Colin is the "voice" of the crew. They all speak English, but with such a strong Caribbean accent that I can hardly understand half of what they say. Colin is the most talkative (an understatement) and the easiest to understand. He shuttles the
passengers to and from the shore in the ship's launch which we tow behind us all day. There are three young attractive British girls that Colin spends most of the day making sure are having an enjoyable trip, which leaves the other 30 passengers in my care.
Once we weigh anchor and motor out of the harbour I go around and introduce myself to all the passengers and give the life-jacket and safety speech I've heard given on my previous two sailings. It's a very European crowd consisting of a German family, a french family, and several Brits as well as a trio of young Canadians. One twenty-something British blond traveling with her "mum" sleeps through the entire 3 1/2 hour passage down. "Mum" says, "she partied a bit too hard last night"

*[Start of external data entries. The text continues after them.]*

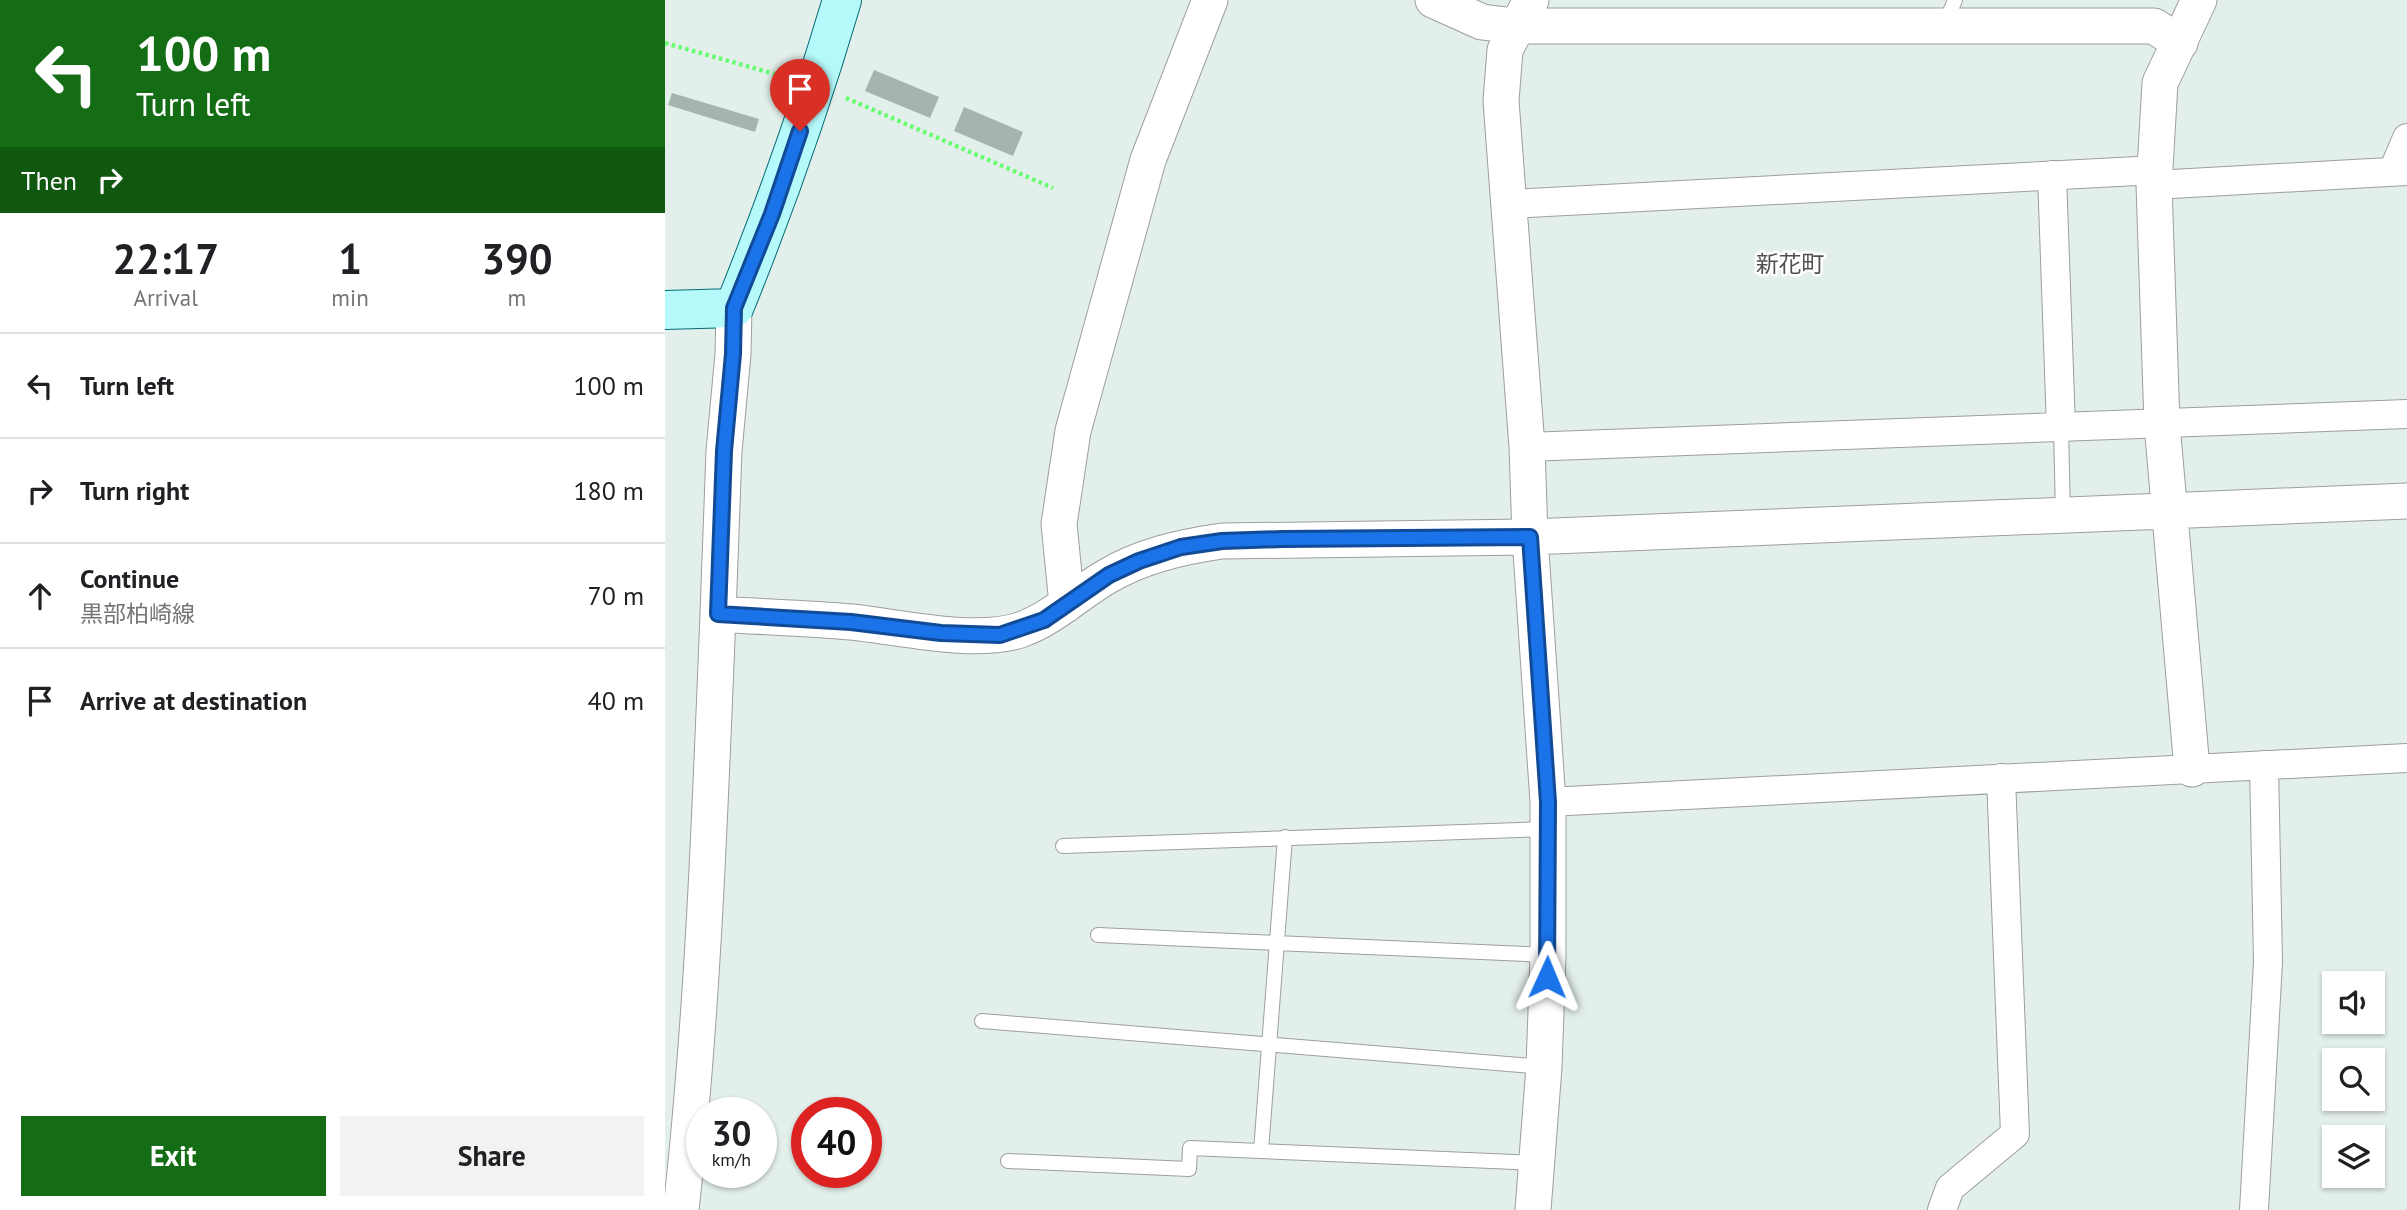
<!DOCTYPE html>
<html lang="en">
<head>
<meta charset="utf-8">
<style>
  :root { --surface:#fff; --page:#f2f2f2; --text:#202124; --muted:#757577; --line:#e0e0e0; --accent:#146d14 }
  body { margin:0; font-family:"PT Sans","Noto Sans JP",sans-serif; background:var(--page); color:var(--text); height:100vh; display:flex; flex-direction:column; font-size:26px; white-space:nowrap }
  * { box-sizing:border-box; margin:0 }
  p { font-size:23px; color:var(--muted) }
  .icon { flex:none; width:38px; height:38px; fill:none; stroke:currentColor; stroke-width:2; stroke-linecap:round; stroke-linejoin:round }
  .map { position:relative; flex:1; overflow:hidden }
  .drawer { display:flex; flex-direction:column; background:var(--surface); width:665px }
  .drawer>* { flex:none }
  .top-card { background:#146d14; color:#fff; overflow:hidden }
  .fabs { position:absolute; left:1657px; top:971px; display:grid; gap:14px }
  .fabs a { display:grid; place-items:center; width:63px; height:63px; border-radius:0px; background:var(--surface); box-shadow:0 2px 5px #0004; font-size:35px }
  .speed { position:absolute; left:21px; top:1097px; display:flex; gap:14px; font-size:35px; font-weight:700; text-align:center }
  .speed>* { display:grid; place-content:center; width:91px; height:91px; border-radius:50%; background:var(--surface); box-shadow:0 2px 5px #0004; line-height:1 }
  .speed small { font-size:18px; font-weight:400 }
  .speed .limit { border:10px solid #d22; background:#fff; color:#111 }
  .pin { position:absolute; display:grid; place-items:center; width:60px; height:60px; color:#fff; margin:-72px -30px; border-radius:50% 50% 50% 0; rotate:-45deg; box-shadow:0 0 7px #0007 }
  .pin .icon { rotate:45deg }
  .me { position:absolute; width:77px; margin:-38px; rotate:1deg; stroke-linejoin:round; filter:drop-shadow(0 0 5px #0008) }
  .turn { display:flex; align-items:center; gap:24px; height:147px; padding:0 21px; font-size:32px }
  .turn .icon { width:91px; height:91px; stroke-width:2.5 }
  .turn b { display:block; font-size:49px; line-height:60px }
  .then { display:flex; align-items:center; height:66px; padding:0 21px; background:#0003; gap:14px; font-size:26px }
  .eta { display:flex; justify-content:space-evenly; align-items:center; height:119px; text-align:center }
  .eta b { font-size:42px; font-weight:600; line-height:49px }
  .action { display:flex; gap:14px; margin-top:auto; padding:14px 21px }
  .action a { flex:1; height:80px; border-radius:0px; background:var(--accent); color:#fff; font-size:28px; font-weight:600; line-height:80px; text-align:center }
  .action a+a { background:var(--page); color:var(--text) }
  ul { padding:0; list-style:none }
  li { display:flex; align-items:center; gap:21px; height:105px; padding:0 21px; border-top:2px solid var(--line) }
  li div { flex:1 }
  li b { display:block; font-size:26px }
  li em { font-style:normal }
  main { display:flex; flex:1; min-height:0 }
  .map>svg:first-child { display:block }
  .building { fill:#a5b4ac }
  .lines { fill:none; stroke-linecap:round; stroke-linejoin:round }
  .service-casing { stroke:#9e9e9e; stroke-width:16 }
  .minor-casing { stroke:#9e9e9e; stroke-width:30 }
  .tertiary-casing { stroke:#9e9e9e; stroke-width:37 }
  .secondary-casing { stroke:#036c76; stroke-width:40 }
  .path { stroke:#67fc72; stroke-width:4.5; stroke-dasharray:3.5 3.5; stroke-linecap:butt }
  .service { stroke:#fff; stroke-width:14 }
  .minor { stroke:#fff; stroke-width:28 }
  .tertiary { stroke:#fff; stroke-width:35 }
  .secondary { stroke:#b5f9fa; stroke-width:38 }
  .route-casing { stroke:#114b97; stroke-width:18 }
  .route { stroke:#1a73e8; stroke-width:12 }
  .labels { text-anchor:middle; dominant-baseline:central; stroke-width:5; stroke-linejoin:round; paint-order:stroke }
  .neighbourhood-label { font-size:23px; fill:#505050; stroke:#fff }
</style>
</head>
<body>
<main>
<section class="drawer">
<div class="top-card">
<div class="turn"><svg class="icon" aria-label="left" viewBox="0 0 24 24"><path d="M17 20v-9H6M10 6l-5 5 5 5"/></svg><div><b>100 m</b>Turn left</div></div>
<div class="then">Then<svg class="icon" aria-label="right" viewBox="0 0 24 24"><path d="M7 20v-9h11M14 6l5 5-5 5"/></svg></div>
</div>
<div class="eta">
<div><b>22:17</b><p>Arrival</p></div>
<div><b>1</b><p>min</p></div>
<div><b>390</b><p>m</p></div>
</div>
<ul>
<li><svg class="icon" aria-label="left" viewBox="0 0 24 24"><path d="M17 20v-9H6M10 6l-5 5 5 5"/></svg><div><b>Turn left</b></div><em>100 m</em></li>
<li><svg class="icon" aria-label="right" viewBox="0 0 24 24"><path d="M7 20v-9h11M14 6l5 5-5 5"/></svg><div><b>Turn right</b></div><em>180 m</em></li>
<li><svg class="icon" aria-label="ahead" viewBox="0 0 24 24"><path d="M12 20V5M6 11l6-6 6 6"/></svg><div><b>Continue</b><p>黒部柏崎線</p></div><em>70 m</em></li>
<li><svg class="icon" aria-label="arrive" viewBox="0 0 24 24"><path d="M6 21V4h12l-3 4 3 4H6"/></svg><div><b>Arrive at destination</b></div><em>40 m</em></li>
</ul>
<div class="action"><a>Exit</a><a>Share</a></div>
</section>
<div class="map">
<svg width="1742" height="1210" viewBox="0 0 1742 1210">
  <rect width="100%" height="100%" fill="#e3efea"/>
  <path class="building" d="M 209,70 L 274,97 L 265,118 L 200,91 Z
    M 7,93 L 94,119 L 90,132 L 3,105 Z
    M 299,107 L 358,132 L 348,156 L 289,131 Z"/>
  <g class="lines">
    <defs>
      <path id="service" d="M 1280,24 L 1290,0
        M 1396,427 L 1398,514
        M 398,846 L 882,829
        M 433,935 L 882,955
        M 317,1021 L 879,1067
        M 596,1151 L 620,837
        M 343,1161 L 524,1169 L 525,1148 L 872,1163"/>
      <path id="minor" d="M 1728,171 L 1742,138
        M 1387,175 L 1396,427
        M 1489,185 L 1742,171
        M 844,204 L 1491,170
        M 862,447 L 1742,414
        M 883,802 L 1742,758
        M 1277,1210 L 1285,1188 L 1350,1134 L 1336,778
        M 1589,1210 L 1603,962 L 1599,765"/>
      <path id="tertiary" d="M 768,0 L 817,22 L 850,26 L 1489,26 L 1515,43
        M 866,0 L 840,50 L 836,101 L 862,447 L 865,537 L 883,802 L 883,955 L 879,1067 L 868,1210
        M 69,308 L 68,354 L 59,451 L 53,614 C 97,617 142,618 186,622 C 235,627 309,645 355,630 C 387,619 412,594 441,577 C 476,556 516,547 557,541 L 865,537 L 1742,501
        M 402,604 L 394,524 L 408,431 L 483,160 L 545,0
        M 1527,769 L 1497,424 L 1489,185 L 1495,83 L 1534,0
        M 16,1210 C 38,1012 45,813 53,614"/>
      <path id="secondary" d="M 0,310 L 69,308 C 110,207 146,105 177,0"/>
    </defs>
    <use href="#service" class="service-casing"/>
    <use href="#minor" class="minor-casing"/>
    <use href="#tertiary" class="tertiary-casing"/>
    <use href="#secondary" class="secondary-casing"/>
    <path class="path" d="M 0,43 L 117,76
      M 181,98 L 388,188"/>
    <use href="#service" class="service"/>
    <use href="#minor" class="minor"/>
    <use href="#tertiary" class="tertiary"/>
    <use href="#secondary" class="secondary"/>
  </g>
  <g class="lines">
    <defs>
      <path id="route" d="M 135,131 L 107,214 L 69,308 L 68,354 L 59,451 L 53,614 L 186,622 L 276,633 L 335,635 L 379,620 L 444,575 L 474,561 L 516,547 L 557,541 L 617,539 L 865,537 L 883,802 L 882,977"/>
    </defs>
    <use href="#route" class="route-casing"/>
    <use href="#route" class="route"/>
  </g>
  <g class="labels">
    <g class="neighbourhood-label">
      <text x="1125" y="263">新花町</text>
    </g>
  </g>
</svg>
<div class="fabs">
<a><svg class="icon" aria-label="sound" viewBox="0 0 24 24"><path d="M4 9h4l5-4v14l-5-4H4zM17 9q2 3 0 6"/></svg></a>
<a><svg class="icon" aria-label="search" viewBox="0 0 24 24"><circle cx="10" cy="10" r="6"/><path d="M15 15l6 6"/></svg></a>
<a><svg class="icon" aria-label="layers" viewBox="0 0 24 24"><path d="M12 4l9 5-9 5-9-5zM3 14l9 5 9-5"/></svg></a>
</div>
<div class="speed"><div>30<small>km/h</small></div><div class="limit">40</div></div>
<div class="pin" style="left:135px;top:131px;background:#d93025"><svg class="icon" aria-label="arrive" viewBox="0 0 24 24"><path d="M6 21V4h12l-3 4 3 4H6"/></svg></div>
<svg class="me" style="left:882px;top:977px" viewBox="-20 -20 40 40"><path d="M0-17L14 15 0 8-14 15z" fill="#1a73e8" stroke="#fff" stroke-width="4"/></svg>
</div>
</main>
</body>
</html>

I'm having the time of my life using all my waiter and hosting skills to their fullest. I point out good photo opportunities as we pass by Moonhole and give out bits of Island facts I have acquired in my year-long research of Bequia. The way I recite facts about the passing islands, one would never guess that I'd picked them up from Allen on
the prior week's trip.
We sail through a rain storm on the way down and everyone is wondering if this was such a good idea, but just as we arrive in the Cays, the sun comes out and its a post card day. Colin ferry's part of the passengers to an abandoned island to snorkel with the turtles, then another load to a shallow reef nearby. Colin waits with the reef snorkelers, so once everything is secured on the ship and Thadeus and Job lay down for a nap, I tell Captain Lewis that with his permission I am going to swim ashore and check on our beach passengers.
On the previous week's trip, I and some of the other passengers didn't quite know what to do once we had been dropped off on the beach. We weren't sure what the lunch plan was or when we would be picked back up again.
So, remembering this, I swam ashore and check with all our beach passengers. I asked how they were all doing and if they had seen the turtles in the shallows. I pointed out that the other side of the sandy island had a nice
shallow reef for snorkeling and showed them the best direction to enter from. I pointed out the island used in the filming of "Curse of the Black Pearl", and made sure they were aware that the Tobago Cays were a marine park and that they weren't to take any shells or things.
I made my way around the island checking on each of our ship's guests and telling them that Colin would be back to drop the reef snorkelers on the beach and gather our beach guests to go the the reef, and after that he would ferry them all back to the ship for lunch around 1:30.
After a delicious lunch of Almeda's ginger chicken, its time to weigh anchor and make our way home. I get my one and only rebuke from Job. "You don't want to be serving drinks when we are weighing anchor" I don't know why not, but I don't question, I just do what I'm told.
Since we have a dominantly British crowd on board, afternoon tea is the event of the day. Almeda has to brew an additional pot to satisfy them all. The traditional afternoon banana cake didn't get
made in time to make it on the ship before we sailed, so one of the water taxi captains met us on the southern tip of the island with fresh hot cake. The passengers were impressed that the ship had fresh cake delivered at sea, and so was I.
Back at the harbour office, the crew offers to share the day's tips with me, but I refuse. Allen insists on crediting back my visa card for the day I'd paid. I tell him that I've gotten to go on three trips for the price of two and to me that was a good deal. He persists, so I give in, feeling confident that I had contributed to the enjoyment of the passengers' trip.
Then he hands me a couple of limes with some cash hidden behind them. I tell him that I gave in on the credit card thing, but I refuse to take any money. We settle on the two limes and the "crew" t-shirt as payment for the day's work.